▶ [What you are asked to do]
Exact duplicates of all entries are needed.

(Collected data)
○ ○ ○ ○ ○
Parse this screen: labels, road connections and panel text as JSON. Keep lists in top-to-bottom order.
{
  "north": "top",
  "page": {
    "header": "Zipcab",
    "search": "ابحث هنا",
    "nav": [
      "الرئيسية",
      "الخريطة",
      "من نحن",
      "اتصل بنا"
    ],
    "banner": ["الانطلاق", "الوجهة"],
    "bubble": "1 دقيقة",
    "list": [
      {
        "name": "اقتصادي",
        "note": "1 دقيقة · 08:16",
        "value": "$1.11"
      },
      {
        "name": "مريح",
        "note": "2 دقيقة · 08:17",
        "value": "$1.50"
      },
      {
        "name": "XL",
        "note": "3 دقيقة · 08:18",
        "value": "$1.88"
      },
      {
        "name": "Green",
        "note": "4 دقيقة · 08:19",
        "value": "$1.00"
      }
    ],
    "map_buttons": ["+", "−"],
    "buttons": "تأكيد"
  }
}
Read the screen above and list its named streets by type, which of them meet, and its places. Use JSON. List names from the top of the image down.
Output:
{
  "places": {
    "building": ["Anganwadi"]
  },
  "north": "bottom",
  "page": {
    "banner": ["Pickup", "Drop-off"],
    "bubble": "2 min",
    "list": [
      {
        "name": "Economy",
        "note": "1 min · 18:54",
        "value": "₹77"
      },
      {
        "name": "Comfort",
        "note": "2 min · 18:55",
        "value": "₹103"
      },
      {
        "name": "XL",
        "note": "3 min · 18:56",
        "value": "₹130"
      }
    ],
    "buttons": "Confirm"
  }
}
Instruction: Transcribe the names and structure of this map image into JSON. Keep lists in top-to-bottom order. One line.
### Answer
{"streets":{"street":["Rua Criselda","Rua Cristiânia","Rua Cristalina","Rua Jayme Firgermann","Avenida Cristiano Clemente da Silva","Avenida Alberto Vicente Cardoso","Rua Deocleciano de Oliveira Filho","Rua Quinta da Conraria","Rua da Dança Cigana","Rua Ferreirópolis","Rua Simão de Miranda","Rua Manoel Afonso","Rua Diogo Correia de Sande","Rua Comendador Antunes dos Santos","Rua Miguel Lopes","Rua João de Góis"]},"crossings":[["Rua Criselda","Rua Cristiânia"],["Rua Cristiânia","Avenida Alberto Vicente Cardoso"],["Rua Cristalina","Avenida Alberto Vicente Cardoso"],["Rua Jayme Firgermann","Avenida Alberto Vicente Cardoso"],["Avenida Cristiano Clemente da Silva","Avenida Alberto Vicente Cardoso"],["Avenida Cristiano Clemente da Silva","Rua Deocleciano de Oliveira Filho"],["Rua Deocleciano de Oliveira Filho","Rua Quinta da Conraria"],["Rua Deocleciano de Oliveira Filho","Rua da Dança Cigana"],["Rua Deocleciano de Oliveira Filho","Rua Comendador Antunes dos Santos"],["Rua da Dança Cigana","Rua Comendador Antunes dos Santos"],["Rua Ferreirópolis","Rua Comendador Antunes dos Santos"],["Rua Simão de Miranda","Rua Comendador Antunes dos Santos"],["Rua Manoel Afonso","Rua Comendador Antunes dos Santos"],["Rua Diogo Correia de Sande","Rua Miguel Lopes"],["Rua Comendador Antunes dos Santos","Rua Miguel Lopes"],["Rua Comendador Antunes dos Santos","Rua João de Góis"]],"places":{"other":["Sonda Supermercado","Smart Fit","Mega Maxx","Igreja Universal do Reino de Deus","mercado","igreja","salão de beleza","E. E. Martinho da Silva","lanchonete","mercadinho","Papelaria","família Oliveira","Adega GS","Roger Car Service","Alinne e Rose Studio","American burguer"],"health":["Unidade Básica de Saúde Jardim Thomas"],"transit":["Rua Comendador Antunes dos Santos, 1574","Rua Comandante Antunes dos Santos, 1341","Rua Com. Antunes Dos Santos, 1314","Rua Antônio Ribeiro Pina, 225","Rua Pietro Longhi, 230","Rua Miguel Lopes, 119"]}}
○ ○ ○ ○ ○
▶ [Written response]
Parse this screen: labels, road connections and panel text as JSON. Keep lists in top-to-bottom order.
{
  "north": "top",
  "page": {
    "header": "Zipcab",
    "search": "ابحث هنا",
    "nav": [
      "الرئيسية",
      "الخريطة",
      "من نحن",
      "اتصل بنا"
    ],
    "banner": ["الانطلاق", "الوجهة"],
    "bubble": "1 دقيقة",
    "list": [
      {
        "name": "اقتصادي",
        "note": "1 دقيقة · 08:16",
        "value": "$1.11"
      },
      {
        "name": "مريح",
        "note": "2 دقيقة · 08:17",
        "value": "$1.50"
      },
      {
        "name": "XL",
        "note": "3 دقيقة · 08:18",
        "value": "$1.88"
      },
      {
        "name": "Green",
        "note": "4 دقيقة · 08:19",
        "value": "$1.00"
      }
    ],
    "map_buttons": ["+", "−"],
    "buttons": "تأكيد"
  }
}
Read the screen above and list its named streets by type, which of them meet, and its places. Use JSON. List names from the top of the image down.
Output:
{
  "places": {
    "building": ["Anganwadi"]
  },
  "north": "bottom",
  "page": {
    "banner": ["Pickup", "Drop-off"],
    "bubble": "2 min",
    "list": [
      {
        "name": "Economy",
        "note": "1 min · 18:54",
        "value": "₹77"
      },
      {
        "name": "Comfort",
        "note": "2 min · 18:55",
        "value": "₹103"
      },
      {
        "name": "XL",
        "note": "3 min · 18:56",
        "value": "₹130"
      }
    ],
    "buttons": "Confirm"
  }
}
Instruction: Transcribe the names and structure of this map image into JSON. Keep lists in top-to-bottom order. One line.
### Answer
{"streets":{"street":["Rua Criselda","Rua Cristiânia","Rua Cristalina","Rua Jayme Firgermann","Avenida Cristiano Clemente da Silva","Avenida Alberto Vicente Cardoso","Rua Deocleciano de Oliveira Filho","Rua Quinta da Conraria","Rua da Dança Cigana","Rua Ferreirópolis","Rua Simão de Miranda","Rua Manoel Afonso","Rua Diogo Correia de Sande","Rua Comendador Antunes dos Santos","Rua Miguel Lopes","Rua João de Góis"]},"crossings":[["Rua Criselda","Rua Cristiânia"],["Rua Cristiânia","Avenida Alberto Vicente Cardoso"],["Rua Cristalina","Avenida Alberto Vicente Cardoso"],["Rua Jayme Firgermann","Avenida Alberto Vicente Cardoso"],["Avenida Cristiano Clemente da Silva","Avenida Alberto Vicente Cardoso"],["Avenida Cristiano Clemente da Silva","Rua Deocleciano de Oliveira Filho"],["Rua Deocleciano de Oliveira Filho","Rua Quinta da Conraria"],["Rua Deocleciano de Oliveira Filho","Rua da Dança Cigana"],["Rua Deocleciano de Oliveira Filho","Rua Comendador Antunes dos Santos"],["Rua da Dança Cigana","Rua Comendador Antunes dos Santos"],["Rua Ferreirópolis","Rua Comendador Antunes dos Santos"],["Rua Simão de Miranda","Rua Comendador Antunes dos Santos"],["Rua Manoel Afonso","Rua Comendador Antunes dos Santos"],["Rua Diogo Correia de Sande","Rua Miguel Lopes"],["Rua Comendador Antunes dos Santos","Rua Miguel Lopes"],["Rua Comendador Antunes dos Santos","Rua João de Góis"]],"places":{"other":["Sonda Supermercado","Smart Fit","Mega Maxx","Igreja Universal do Reino de Deus","mercado","igreja","salão de beleza","E. E. Martinho da Silva","lanchonete","mercadinho","Papelaria","família Oliveira","Adega GS","Roger Car Service","Alinne e Rose Studio","American burguer"],"health":["Unidade Básica de Saúde Jardim Thomas"],"transit":["Rua Comendador Antunes dos Santos, 1574","Rua Comandante Antunes dos Santos, 1341","Rua Com. Antunes Dos Santos, 1314","Rua Antônio Ribeiro Pina, 225","Rua Pietro Longhi, 230","Rua Miguel Lopes, 119"]}}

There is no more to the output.